Die Bundesregierung schreibt sich eine Reform der Sozialsysteme auf die Fahnen, um Kosten zu senken. Den Ansatz teilt Diakonie-Präsident Schuch. Allerdings wirft er Kanzler Merz vor, eine Drohkulisse aufzubauen. In einem anderen Punkt ist Schuch zudem regelrecht sauer.
Die Diakonie Deutschland, einer der größten Wohlfahrtsverbände des Landes, hat sich grundsätzlich hinter die Ankündigung von Bundeskanzler Friedrich Merz gestellt, die sozialen Sicherungssysteme "zukunftsfest" zu machen. Diakonie-Präsident Rüdiger Schuch warnte Merz im Gespräch mit der "Süddeutschen Zeitung" (SZ) aber zugleich davor, eine "Drohkulisse" aufzubauen. "Der Kanzler braucht am Ende nicht nur eine politische Mehrheit für seine Reformen, sondern auch eine gesellschaftliche. Ohne den Rückhalt der Menschen kann ein Umbau nicht gelingen", betonte Schuch. Deshalb gelte: "Merz sollte den Leuten keine Angst machen."

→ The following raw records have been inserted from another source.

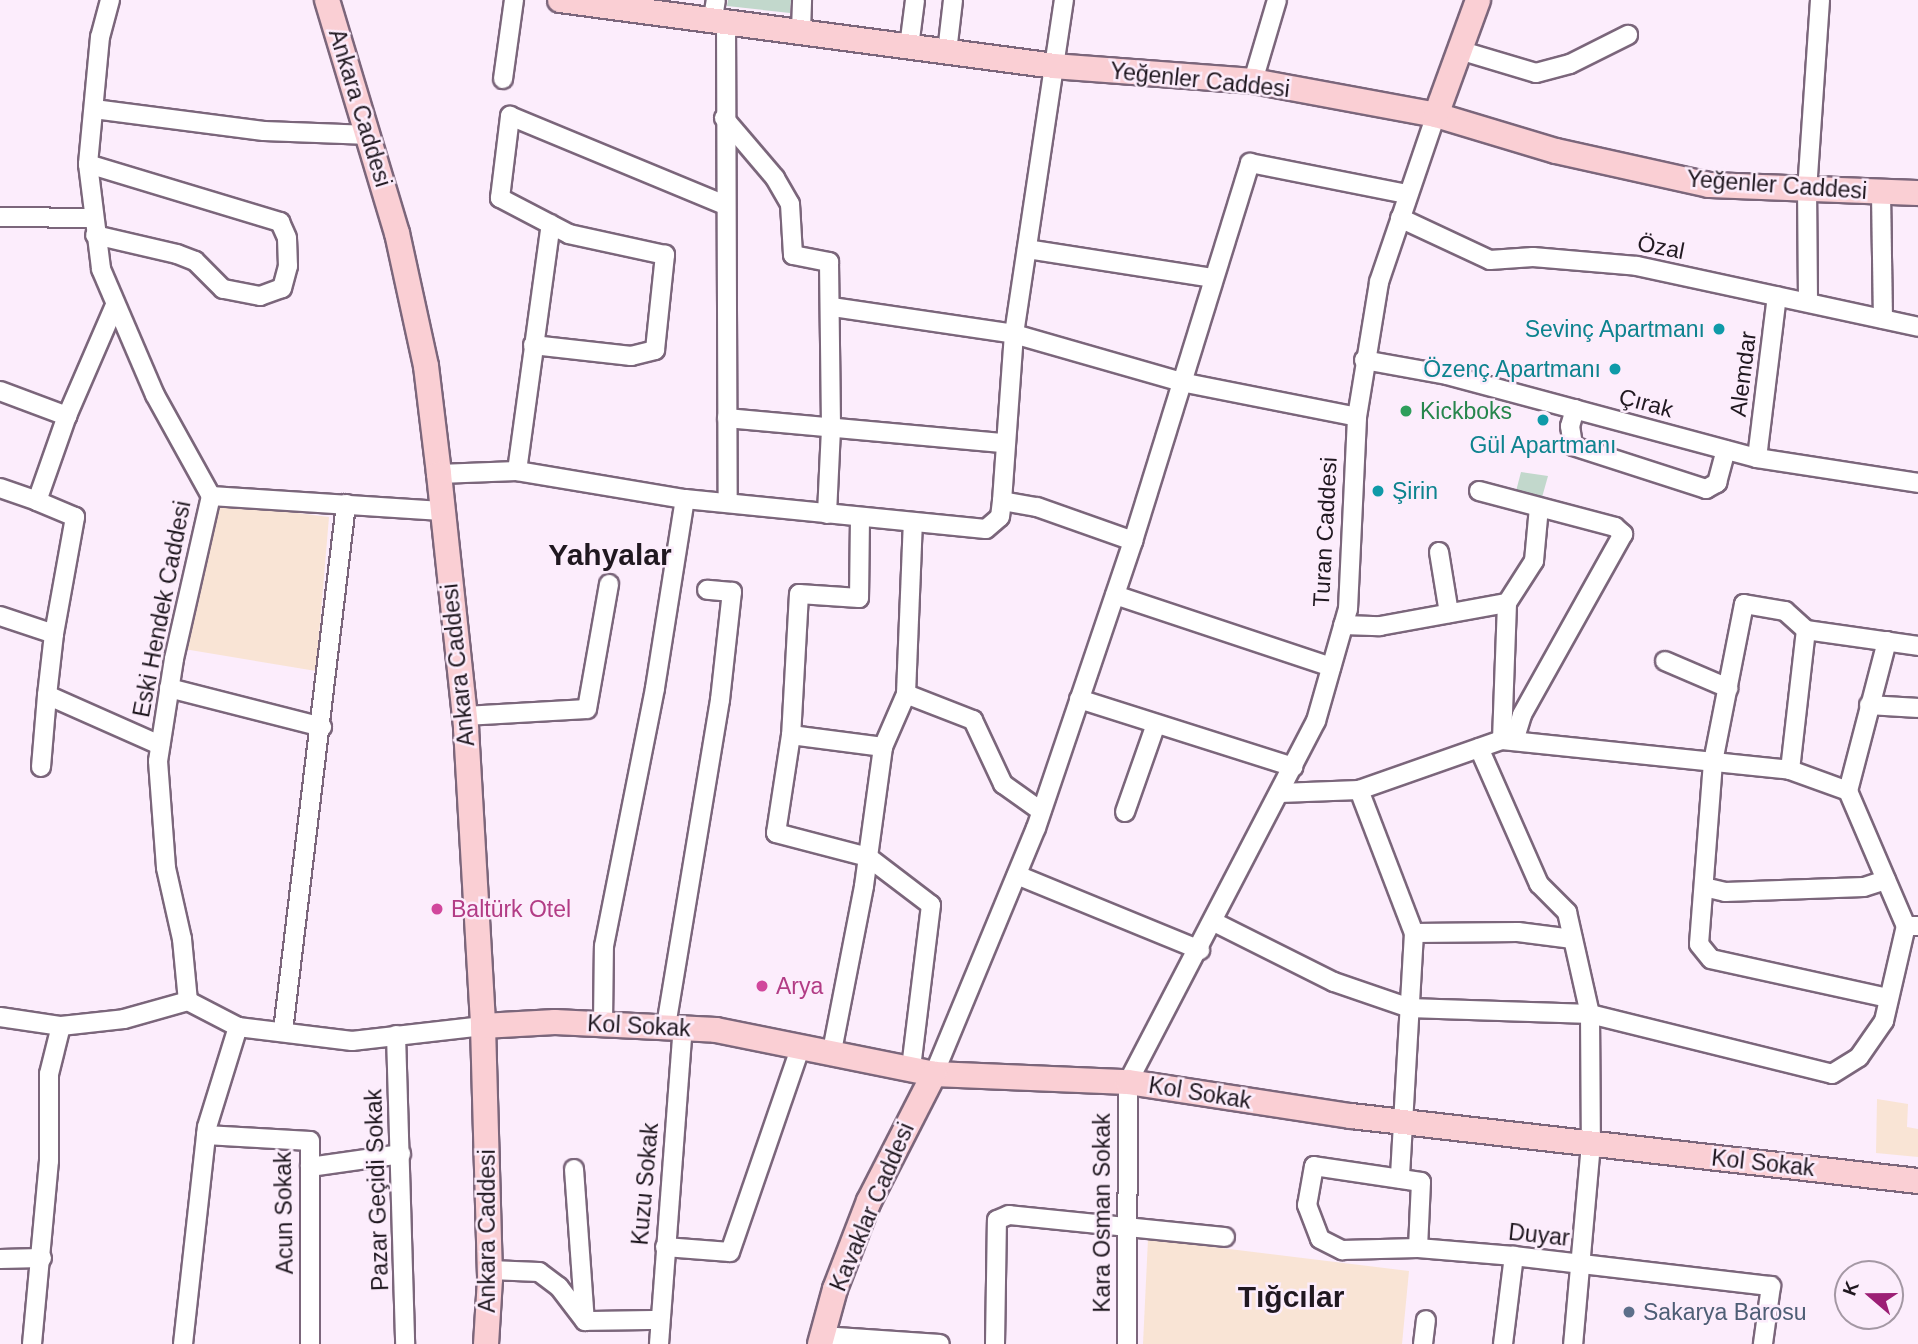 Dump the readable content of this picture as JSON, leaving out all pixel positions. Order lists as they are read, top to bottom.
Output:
{
  "streets": {
    "street": [
      "Yeğenler Caddesi",
      "Ankara Caddesi",
      "Özal",
      "Alemdar",
      "Çırak",
      "Turan Caddesi",
      "Eski Hendek Caddesi",
      "Kol Sokak",
      "Kuzu Sokak",
      "Pazar Geçidi Sokak",
      "Kavaklar Caddesi",
      "Acun Sokak",
      "Kara Osman Sokak",
      "Duyar"
    ]
  },
  "crossings": [
    ["Yeğenler Caddesi", "Turan Caddesi"],
    ["Ankara Caddesi", "Kol Sokak"],
    ["Özal", "Alemdar"],
    ["Özal", "Turan Caddesi"],
    ["Alemdar", "Çırak"],
    ["Çırak", "Turan Caddesi"],
    ["Turan Caddesi", "Kol Sokak"],
    ["Turan Caddesi", "Kara Osman Sokak"],
    ["Kol Sokak", "Kuzu Sokak"],
    ["Kol Sokak", "Kavaklar Caddesi"],
    ["Kol Sokak", "Kara Osman Sokak"]
  ],
  "districts": ["Yahyalar", "Tığcılar"],
  "places": [
    "Sevinç Apartmanı",
    "Özenç Apartmanı",
    "Kickboks",
    "Gül Apartmanı",
    "Şirin",
    "Baltürk Otel",
    "Arya",
    "Sakarya Barosu"
  ],
  "north": "left"
} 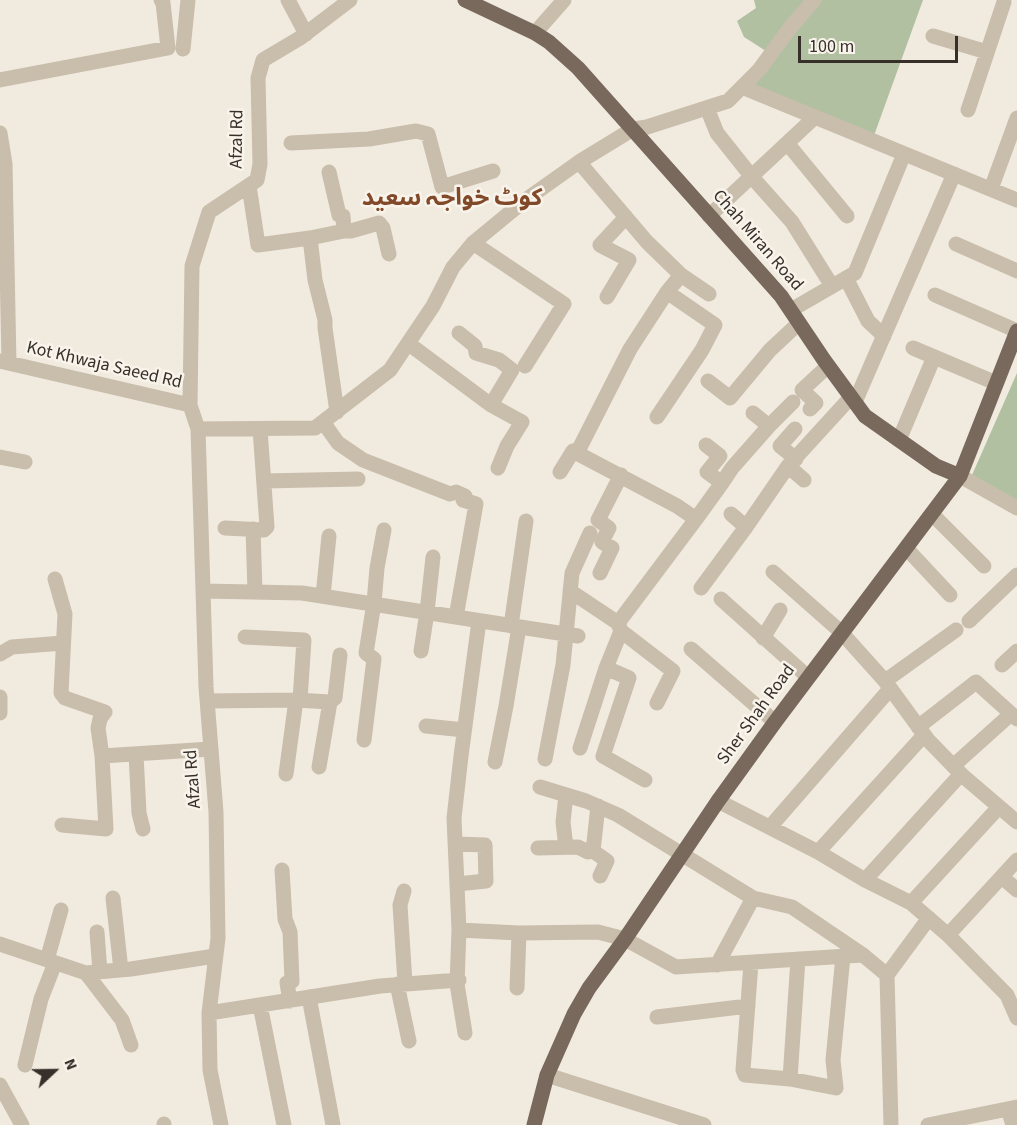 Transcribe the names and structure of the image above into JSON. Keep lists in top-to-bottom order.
{
  "streets": {
    "main road": ["Chah Miran Road", "Sher Shah Road"],
    "street": ["Afzal Rd", "Kot Khwaja Saeed Rd"]
  },
  "crossings": [
    ["Afzal Rd", "Kot Khwaja Saeed Rd"],
    ["Chah Miran Road", "Sher Shah Road"]
  ],
  "districts": ["کوٹ خواجہ سعید"],
  "scale_bar": "100 m",
  "north": "right"
}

Der Kanzler hatte am vergangenen Wochenende erklärt, der Sozialstaat sei in der bisherigen Form nicht mehr finanzierbar. Deshalb seien Reformen unumgänglich. "Mit dem Ziel des Bundeskanzlers sind wir absolut einverstanden. Ob die Herangehensweise die richtige ist, daran habe ich allerdings meine Zweifel", sagte Schuch. Er kritisierte zudem, dass die Regierung die Wohlfahrtsverbände nicht in ihre Kommissionen zur Reform der sozialen Sicherungssysteme berufen habe. "Wir sind diejenigen, die täglich vor Ort Sozialarbeit leisten und deshalb aus der Praxis berichten können, was funktioniert und was nicht", so der Diakonie-Präsident. "Stattdessen haben wir das Gefühl, dass der Kanzler und seine Koalition einen eher paternalistischen, bevormundenden Ansatz bevorzugen, bei dem der Staat Reformen von oben verordnet."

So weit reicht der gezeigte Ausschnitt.